Tomaino sottolinea di avere piena fiducia nell’operato della Magistratura e degli organi inquirenti, evidenziando come la documentazione contabile, fiscale e amministrativa già consegnata, insieme a quella che sarà trasmessa nelle prossime ore, consentirà di ricostruire l’effettiva destinazione delle somme e di dimostrare la correttezza della gestione.

«Affermo la mia piena e totale fiducia nell’operato della Magistratura e degli organi inquirenti – dichiara – ai quali stiamo offrendo la massima collaborazione affinché ogni circostanza venga compiutamente chiarita».

Nel suo intervento, l’ex segretario evidenzia come, durante gli anni della sua gestione, la struttura abbia chiuso i bilanci in attivo e abbia garantito con puntualità il pagamento degli stipendi e la liquidazione del trattamento di fine rapporto ai dipendenti, indicando questi elementi come prova della solidità amministrativa della Camera Sindacale.

Secondo Tomaino, le risorse sono state utilizzate per sostenere l’attività sindacale, organizzare i servizi e assicurare una presenza costante accanto ai lavoratori e al territorio, in particolare nei momenti più complessi.

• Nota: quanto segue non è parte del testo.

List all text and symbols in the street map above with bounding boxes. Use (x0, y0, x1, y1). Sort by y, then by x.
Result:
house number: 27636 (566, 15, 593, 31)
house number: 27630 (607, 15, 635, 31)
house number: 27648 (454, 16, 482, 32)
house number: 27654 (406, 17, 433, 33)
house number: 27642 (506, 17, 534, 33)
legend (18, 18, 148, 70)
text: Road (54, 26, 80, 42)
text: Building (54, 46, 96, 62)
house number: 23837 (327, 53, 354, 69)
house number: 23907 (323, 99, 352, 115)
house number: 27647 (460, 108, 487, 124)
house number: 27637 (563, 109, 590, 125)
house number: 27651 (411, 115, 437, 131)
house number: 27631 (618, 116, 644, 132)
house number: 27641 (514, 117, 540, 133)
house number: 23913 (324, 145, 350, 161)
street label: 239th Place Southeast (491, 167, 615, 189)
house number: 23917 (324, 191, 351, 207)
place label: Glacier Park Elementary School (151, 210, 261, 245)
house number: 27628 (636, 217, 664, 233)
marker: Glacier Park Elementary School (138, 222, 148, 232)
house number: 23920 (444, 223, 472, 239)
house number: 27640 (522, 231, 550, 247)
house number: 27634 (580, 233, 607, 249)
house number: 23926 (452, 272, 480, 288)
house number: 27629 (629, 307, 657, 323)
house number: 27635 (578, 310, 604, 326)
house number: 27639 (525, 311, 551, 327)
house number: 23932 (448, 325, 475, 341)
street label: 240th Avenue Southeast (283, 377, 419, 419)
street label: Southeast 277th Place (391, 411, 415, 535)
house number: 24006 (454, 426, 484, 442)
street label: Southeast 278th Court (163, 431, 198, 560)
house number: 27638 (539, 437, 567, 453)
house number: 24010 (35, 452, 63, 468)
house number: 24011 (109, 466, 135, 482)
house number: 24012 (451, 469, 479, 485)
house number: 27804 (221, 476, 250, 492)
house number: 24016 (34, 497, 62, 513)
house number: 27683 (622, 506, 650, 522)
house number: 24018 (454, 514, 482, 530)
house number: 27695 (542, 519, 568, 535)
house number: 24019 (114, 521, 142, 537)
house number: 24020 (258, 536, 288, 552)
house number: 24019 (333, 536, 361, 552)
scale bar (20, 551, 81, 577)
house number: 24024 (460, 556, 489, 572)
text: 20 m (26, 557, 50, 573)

L’ex dirigente precisa inoltre che le contestazioni si trovano ancora nella fase preliminare delle indagini e riguardano, in parte significativa, documentazione giustificativa che non era stata precedentemente acquisita. Attraverso fatture e ricevute regolarmente registrate, spiega, si sta provvedendo a chiarire puntualmente ogni singola operazione.

Tomaino esprime anche rammarico per la rappresentazione pubblica della vicenda, ritenendo che abbia restituito un’immagine distorta delle persone coinvolte e oscurato anni di attività svolta al servizio dei lavoratori.

«La verità non si afferma attraverso i titoli di giornale: si dimostra con i documenti e nelle sedi competenti», conclude, ribadendo la convinzione che la documentazione consentirà di dimostrare la correttezza della gestione e la piena estraneità delle persone coinvolte rispetto alle condotte ipotizzate dagli investigatori.